[LeetCode October Challange] Day 27 - Linked List Cycle II
Given a linked list, return the node where the cycle begins. If there is no cycle, return null.
There is a cycle in a linked list if there is some node in the list that can be reached again by continuously following the next pointer. Internally, pos is used to denote the index of the node that tail’s next pointer is connected to. Note that pos is not passed as a parameter.

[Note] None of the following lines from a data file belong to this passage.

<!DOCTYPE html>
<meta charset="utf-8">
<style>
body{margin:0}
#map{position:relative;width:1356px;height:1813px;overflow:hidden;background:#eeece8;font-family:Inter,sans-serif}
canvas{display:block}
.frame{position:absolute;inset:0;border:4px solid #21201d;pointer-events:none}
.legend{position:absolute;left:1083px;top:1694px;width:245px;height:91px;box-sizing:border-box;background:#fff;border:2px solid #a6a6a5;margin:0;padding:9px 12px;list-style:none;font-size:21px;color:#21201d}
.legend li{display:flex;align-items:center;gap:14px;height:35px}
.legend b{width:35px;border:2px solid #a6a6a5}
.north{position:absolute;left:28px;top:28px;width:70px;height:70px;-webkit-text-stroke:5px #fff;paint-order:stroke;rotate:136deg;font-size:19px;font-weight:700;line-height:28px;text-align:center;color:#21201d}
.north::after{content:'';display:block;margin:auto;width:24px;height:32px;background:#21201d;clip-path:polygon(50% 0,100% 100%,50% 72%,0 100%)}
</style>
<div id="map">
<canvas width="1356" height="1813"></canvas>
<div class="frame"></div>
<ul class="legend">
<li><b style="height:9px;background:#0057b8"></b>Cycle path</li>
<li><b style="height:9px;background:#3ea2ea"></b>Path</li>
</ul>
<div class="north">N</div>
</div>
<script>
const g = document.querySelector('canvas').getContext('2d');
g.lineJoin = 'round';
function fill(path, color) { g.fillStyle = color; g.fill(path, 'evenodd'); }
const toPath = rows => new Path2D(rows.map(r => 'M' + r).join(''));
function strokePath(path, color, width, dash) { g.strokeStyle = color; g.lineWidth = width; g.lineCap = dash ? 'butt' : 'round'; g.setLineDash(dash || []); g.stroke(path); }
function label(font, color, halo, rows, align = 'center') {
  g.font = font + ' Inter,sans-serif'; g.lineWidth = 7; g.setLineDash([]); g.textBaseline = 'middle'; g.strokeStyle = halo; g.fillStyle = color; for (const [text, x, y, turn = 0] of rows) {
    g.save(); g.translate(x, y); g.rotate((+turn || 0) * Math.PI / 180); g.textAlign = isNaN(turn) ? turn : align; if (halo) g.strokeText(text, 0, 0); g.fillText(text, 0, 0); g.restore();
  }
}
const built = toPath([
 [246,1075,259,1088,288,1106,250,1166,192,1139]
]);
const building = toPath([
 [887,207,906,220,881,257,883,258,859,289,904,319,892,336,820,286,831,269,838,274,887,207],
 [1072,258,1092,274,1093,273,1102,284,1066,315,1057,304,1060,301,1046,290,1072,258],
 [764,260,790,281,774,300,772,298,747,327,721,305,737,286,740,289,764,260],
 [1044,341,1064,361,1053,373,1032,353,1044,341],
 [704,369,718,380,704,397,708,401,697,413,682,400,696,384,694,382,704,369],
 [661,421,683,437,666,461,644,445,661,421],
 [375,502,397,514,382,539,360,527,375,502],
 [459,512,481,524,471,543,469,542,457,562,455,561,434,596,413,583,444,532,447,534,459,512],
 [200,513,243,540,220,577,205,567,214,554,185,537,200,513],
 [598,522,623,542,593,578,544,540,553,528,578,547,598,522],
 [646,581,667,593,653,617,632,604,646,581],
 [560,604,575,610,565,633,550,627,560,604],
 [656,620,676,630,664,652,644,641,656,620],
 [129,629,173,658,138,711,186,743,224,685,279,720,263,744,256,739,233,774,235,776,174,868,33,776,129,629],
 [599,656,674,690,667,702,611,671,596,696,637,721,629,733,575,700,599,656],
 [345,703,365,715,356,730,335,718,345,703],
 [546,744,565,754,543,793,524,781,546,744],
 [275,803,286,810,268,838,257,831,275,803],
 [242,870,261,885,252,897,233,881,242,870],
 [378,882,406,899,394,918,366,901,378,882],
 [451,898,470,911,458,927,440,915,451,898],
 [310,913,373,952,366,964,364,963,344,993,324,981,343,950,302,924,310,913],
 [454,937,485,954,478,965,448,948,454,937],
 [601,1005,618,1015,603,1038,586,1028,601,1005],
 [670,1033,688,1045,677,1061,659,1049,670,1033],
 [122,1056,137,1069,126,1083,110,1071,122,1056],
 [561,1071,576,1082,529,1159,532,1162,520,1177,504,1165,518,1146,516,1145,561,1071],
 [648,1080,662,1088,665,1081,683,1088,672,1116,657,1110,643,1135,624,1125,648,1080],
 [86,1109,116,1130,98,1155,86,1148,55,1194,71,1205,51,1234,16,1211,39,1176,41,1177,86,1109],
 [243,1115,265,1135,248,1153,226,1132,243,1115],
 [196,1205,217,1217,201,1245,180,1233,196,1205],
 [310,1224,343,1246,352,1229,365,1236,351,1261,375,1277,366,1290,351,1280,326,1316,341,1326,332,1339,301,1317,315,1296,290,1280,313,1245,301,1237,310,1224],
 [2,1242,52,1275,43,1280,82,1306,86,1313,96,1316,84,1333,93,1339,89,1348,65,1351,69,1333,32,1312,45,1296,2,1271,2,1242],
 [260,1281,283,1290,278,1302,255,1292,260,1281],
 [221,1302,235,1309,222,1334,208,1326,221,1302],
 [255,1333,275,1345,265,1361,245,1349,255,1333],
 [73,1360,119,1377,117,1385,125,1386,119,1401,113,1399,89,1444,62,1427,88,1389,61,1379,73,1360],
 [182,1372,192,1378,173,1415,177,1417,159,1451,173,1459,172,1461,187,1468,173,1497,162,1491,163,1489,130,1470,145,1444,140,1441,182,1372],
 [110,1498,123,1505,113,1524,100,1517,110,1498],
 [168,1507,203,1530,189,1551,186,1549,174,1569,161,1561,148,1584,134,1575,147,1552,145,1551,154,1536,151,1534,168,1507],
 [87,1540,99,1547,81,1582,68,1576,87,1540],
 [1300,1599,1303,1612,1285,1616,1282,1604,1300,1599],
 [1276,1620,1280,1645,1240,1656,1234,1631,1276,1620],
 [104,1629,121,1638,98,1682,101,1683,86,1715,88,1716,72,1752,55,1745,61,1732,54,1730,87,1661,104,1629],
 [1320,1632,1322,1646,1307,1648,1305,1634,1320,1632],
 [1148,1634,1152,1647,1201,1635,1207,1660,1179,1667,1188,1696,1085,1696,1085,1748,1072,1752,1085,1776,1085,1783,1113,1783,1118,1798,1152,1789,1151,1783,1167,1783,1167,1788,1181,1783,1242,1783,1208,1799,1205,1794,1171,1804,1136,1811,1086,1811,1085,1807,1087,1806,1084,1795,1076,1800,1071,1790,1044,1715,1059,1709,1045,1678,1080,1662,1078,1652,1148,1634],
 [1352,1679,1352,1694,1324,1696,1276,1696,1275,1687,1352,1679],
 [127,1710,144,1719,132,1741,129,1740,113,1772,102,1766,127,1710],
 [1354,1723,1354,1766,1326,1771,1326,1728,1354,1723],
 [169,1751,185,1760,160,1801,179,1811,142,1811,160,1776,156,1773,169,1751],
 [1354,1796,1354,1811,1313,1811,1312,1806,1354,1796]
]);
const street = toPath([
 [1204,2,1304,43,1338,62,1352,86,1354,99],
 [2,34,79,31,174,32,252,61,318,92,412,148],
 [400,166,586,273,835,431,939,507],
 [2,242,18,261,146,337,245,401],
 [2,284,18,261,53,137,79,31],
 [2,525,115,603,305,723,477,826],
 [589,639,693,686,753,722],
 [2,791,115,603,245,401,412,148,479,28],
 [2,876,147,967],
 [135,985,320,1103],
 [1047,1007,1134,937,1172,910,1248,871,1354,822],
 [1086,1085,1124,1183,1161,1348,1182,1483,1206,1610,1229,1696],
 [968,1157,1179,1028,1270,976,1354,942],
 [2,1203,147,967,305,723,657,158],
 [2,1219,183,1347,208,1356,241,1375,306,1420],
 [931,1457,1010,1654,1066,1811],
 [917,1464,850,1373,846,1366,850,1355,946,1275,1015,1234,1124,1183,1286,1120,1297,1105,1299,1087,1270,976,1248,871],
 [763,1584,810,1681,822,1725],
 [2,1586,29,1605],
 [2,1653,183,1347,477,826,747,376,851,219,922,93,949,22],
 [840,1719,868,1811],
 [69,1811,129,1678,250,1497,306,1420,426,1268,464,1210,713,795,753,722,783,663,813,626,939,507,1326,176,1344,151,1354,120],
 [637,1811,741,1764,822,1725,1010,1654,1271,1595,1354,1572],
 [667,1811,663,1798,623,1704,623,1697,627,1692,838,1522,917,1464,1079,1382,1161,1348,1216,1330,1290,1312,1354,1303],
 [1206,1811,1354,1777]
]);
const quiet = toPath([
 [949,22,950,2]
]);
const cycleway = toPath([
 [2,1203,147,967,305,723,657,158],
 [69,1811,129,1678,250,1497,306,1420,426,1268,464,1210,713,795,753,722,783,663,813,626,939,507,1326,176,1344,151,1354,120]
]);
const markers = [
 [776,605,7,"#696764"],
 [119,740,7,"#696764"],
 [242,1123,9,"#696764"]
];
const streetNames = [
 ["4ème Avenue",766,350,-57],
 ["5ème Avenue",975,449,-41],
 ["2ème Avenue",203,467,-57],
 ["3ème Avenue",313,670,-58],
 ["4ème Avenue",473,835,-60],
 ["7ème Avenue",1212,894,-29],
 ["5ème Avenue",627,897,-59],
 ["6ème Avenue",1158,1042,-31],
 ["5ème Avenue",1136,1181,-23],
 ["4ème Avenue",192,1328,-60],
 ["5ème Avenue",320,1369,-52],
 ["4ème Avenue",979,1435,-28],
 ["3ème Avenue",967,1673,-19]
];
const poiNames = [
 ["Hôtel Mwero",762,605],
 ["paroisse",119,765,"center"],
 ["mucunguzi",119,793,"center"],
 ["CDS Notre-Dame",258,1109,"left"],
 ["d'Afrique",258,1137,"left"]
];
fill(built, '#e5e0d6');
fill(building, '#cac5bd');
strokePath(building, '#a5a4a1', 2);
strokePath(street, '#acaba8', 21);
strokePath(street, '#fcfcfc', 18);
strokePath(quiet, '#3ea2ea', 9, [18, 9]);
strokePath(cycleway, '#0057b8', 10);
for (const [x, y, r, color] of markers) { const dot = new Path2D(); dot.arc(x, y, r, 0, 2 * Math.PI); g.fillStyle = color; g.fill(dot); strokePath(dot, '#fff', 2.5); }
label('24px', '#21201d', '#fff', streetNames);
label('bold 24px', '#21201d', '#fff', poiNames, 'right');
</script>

Notice that you should not modify the linked list.
Follow up:
Can you solve it using O(1) (i.e. constant) memory?
Example 1:
Input: head = [3,2,0,-4], pos = 1
Output: tail connects to node index 1
Explanation: There is a cycle in the linked list, where tail connects to the second node.
Example 2:
Input: head = [1,2], pos = 0
Output: tail connects to node index 0
Explanation: There is a cycle in the linked list, where tail connects to the first node.
Example 3:
Input: head = [1], pos = -1
Output: no cycle
Explanation: There is no cycle in the linked list.
Constraints:
- The number of the nodes in the list is in the range [0, 10^4].
- -10^5 <= Node.val <= 10^5
- pos is -1 or a valid index in the linked-list.
Solution
Time complexity : O(n)
Space complexity : O(1)
/**
* Definition for singly-linked list.
* struct ListNode {
* int val;
* ListNode *next;
* ListNode(int x) : val(x), next(NULL) {}
* };
*/
class Solution {
public:
ListNode *detectCycle(ListNode *head) {
if (!head) return nullptr;
ListNode *fast = head, *slow = head;
bool is_cyclic = false;
while (fast->next && fast->next->next) {
fast = fast->next->next;
slow = slow->next;
if (fast == slow) {
is_cyclic = true;
break;
}
}
if (!is_cyclic) return nullptr;
ListNode *slow2 = head;
while (slow != slow2) {
slow = slow->next;
slow2 = slow2->next;
}
return slow;
}
};
用的是Floyd’s Tortoise and Hare演算法。
分兩階段,第一階段找出是否是cycle及相遇的點,第二階段找出cycle的入口。
第一階段的做法,使用快慢指標,快的走兩步,慢的走一步,若有cycle,則快慢指標會走到一起。
記錄走到一起時,慢指標的位置,第二階段要用。
整二階段的做法,使用雙慢指標,一個從之前慢指標的位置開始走,另一個從頭開始走,相遇在一起的點,即是cycle的入口。